School=Path to Success? Why Not? | Teen Ink

School=Path to Success? Why Not?

July 1, 2012
By J.W. Tung BRONZE, Diamond Bar, California
J.W. Tung BRONZE, Diamond Bar, California
1 article 0 photos 0 comments

There has always been a simple code to success, get good grades, get into a good college, and then apply for a good job. Then again, today is the 21st century where some high school drop outs become over night millionaires through the internet. Recently there has become a growing controversy whether getting into a good university guarantees a higher chance of success. Now the question is, does a 4.0 GPA create a path to success.

A recent study shows a class that attended Princeton had a 45 percent success rate, success refers to making 250,000 dollars a year. Then statistically speaking, roughly 55-65 percent of wealthy people in the world either only owned a high school education or lower. Thus it can be implied that education creates a lower chance of success.

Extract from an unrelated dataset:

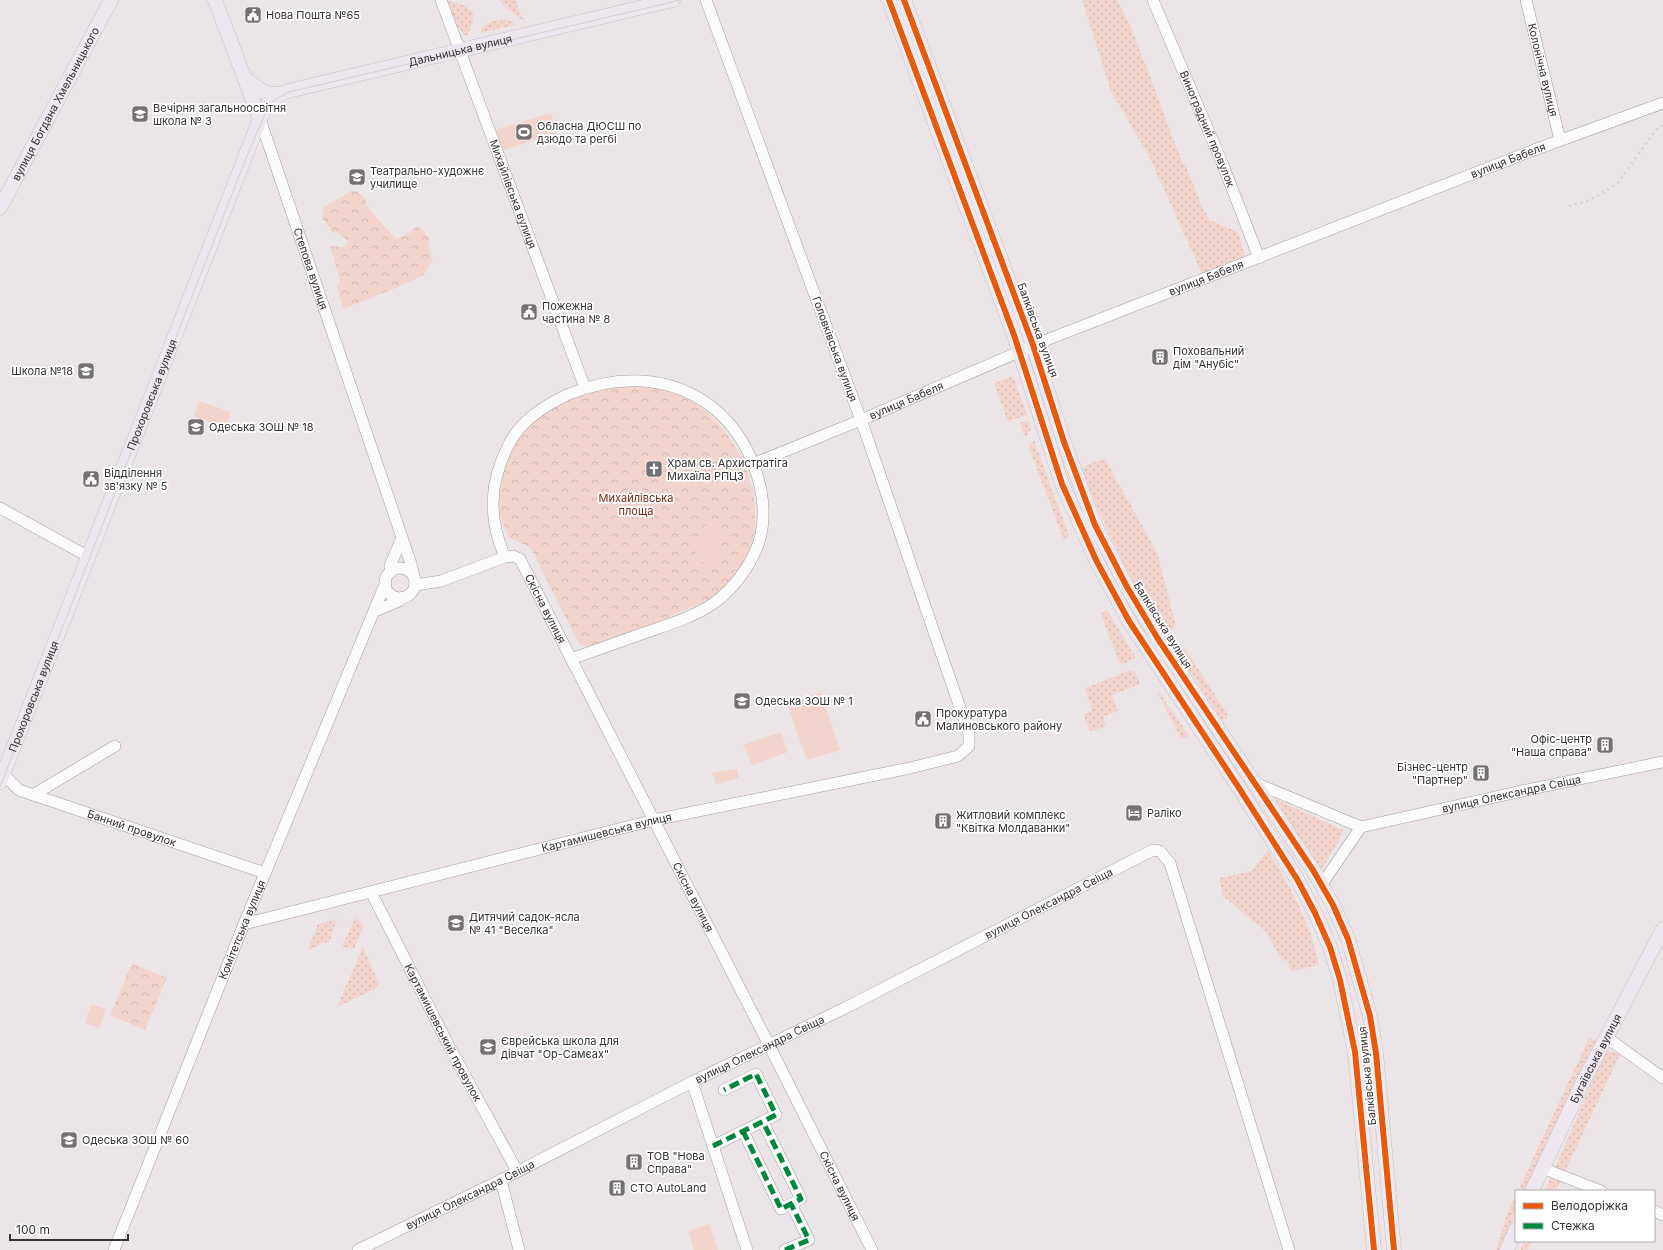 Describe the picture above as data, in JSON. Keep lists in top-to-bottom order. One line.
{"streets":{"main road":["Дальницька вулиця","вулиця Богдана Хмельницького","Степова вулиця","Балківська вулиця","Прохоровська вулиця","Бугаївська вулиця"],"street":["Колонічна вулиця","Виноградний провулок","вулиця Бабеля","Михайлівська вулиця","Головківська вулиця","Cкісна вулиця","вулиця Олександра Свіща","Банний провулок","Картамишевська вулиця","Комітетська вулиця","Картамишевський провулок"]},"crossings":[["Дальницька вулиця","Михайлівська вулиця"],["Колонічна вулиця","вулиця Бабеля"],["Виноградний провулок","вулиця Бабеля"],["вулиця Бабеля","Балківська вулиця"],["вулиця Бабеля","Головківська вулиця"],["Степова вулиця","Прохоровська вулиця"],["Степова вулиця","Комітетська вулиця"],["Головківська вулиця","Картамишевська вулиця"],["Прохоровська вулиця","Банний провулок"],["Cкісна вулиця","вулиця Олександра Свіща"],["Cкісна вулиця","Картамишевська вулиця"],["вулиця Олександра Свіща","Картамишевський провулок"],["Банний провулок","Комітетська вулиця"],["Картамишевська вулиця","Комітетська вулиця"],["Картамишевська вулиця","Картамишевський провулок"]],"parks":["Михайлівська площа"],"places":{"public building":["Нова Пошта №65","Пожежна частина № 8","Відділення зв'язку № 5","Прокуратура Малиновського району"],"school or university":["Вечірня загальноосвітня школа № 3","Театрально-художнє училище","Школа №18","Одеська ЗОШ № 18","Одеська ЗОШ № 1","Дитячий садок-ясла № 41 \"Веселка\"","Єврейська школа для дівчат \"Ор-Самєах\"","Одеська ЗОШ № 60"],"sports":["Обласна ДЮСШ по дзюдо та регбі"],"building":["Поховальний дім \"Анубіс\"","Офіс-центр \"Наша справа\"","Бізнес-центр \"Партнер\"","Житловий комплекс \"Квітка Молдаванки\"","ТОВ \"Нова Справа\"","СТО AutoLand"],"church":["Храм св. Архистратіга Михаїла РПЦЗ"],"hotel":["Раліко"]},"legend":["Велодоріжка","Стежка"],"scale_bar":"100 m"}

As we take a look at the less technical side, college brings security, security of a future. Becoming a high school drop out is a heavy risk, going to college insures you some kind of future. It all depends on how much of a intellectual risk you are willing to take, personally speaking there is no right or wrong. There is only, “What will Happen.”

A group of scholars realized that it seemed as if the success rate of college students were going down. They decided to investigate upon the subject and they arrived to the conclusion that College does not create a productive member of society thus success rates drops.

For example, if you become a lawyer or even a owner of a store, when will calculus come in handy? It doesn't. Yet today's society tried to cram Algebra into 7th grader's brains. Now let us go back into the year 1973, a 8th grade test was given in a rural farm town. The test asked what is the volume of a 8 by 7 by 6 box and how many bushels of wheat could it hold. For a farming community, this is applicable, this taught people how to become productive members of society, whereas now we are taught “modern math.”

Now what seems to be the most logical choice is to change what we are learning, society and schools must come hand in hand, schools must prepare us for life not just teach us what differential equations are.